**TASK DETAILS**
What you output must match the entries exactly, apart from the pictures, which are left out.

******

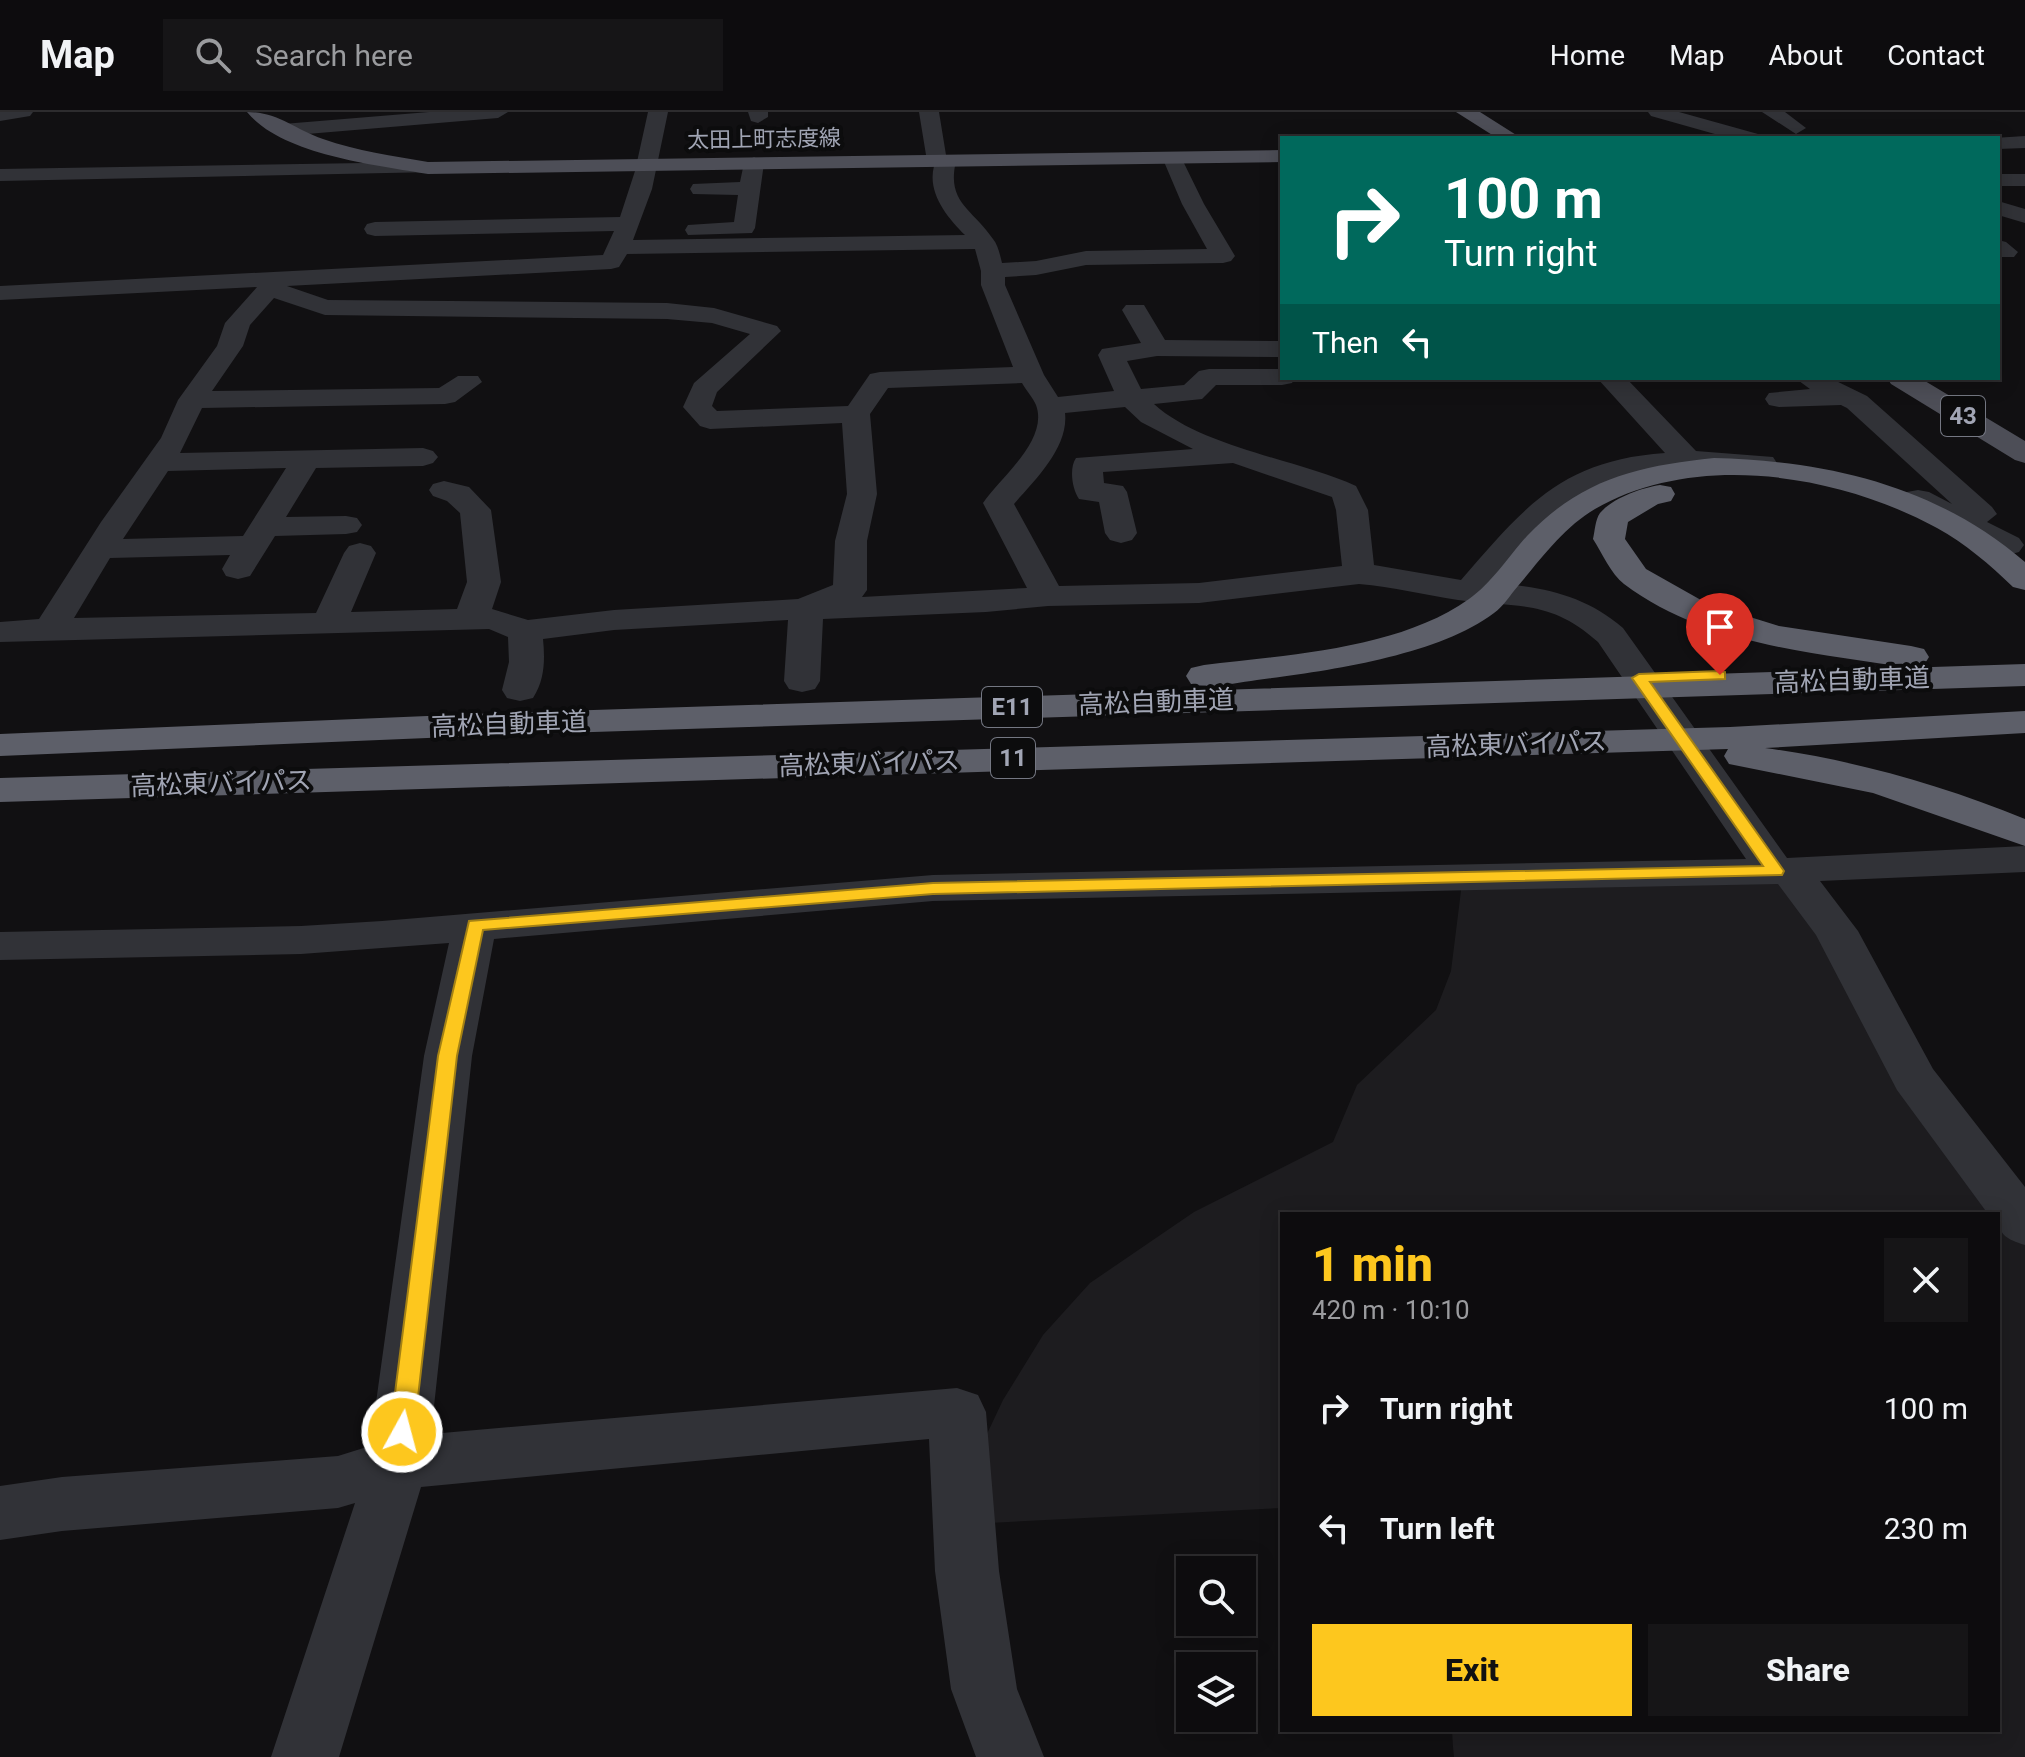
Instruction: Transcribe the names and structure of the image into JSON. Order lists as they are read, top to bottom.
{
  "streets": {
    "highway": [
      "高松自動車道",
      "E11",
      "高松東バイパス",
      "11"
    ],
    "main road": ["太田上町志度線", "43"]
  },
  "page": {
    "header": "Map",
    "search": "Search here",
    "nav": [
      "Home",
      "Map",
      "About",
      "Contact"
    ],
    "turn": ["100 m", "Turn right"],
    "then": "Then",
    "heading": ["1 min", "420 m · 10:10"],
    "list": [
      {
        "name": "Turn right",
        "value": "100 m"
      },
      {
        "name": "Turn left",
        "value": "230 m"
      }
    ],
    "buttons": ["Exit", "Share"]
  }
}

******

**REPLY**
Instruction: Transcribe the names and structure of the image into JSON. Order lists as they are read, top to bottom.
{
  "streets": {
    "highway": [
      "高松自動車道",
      "E11",
      "高松東バイパス",
      "11"
    ],
    "main road": ["太田上町志度線", "43"]
  },
  "page": {
    "header": "Map",
    "search": "Search here",
    "nav": [
      "Home",
      "Map",
      "About",
      "Contact"
    ],
    "turn": ["100 m", "Turn right"],
    "then": "Then",
    "heading": ["1 min", "420 m · 10:10"],
    "list": [
      {
        "name": "Turn right",
        "value": "100 m"
      },
      {
        "name": "Turn left",
        "value": "230 m"
      }
    ],
    "buttons": ["Exit", "Share"]
  }
}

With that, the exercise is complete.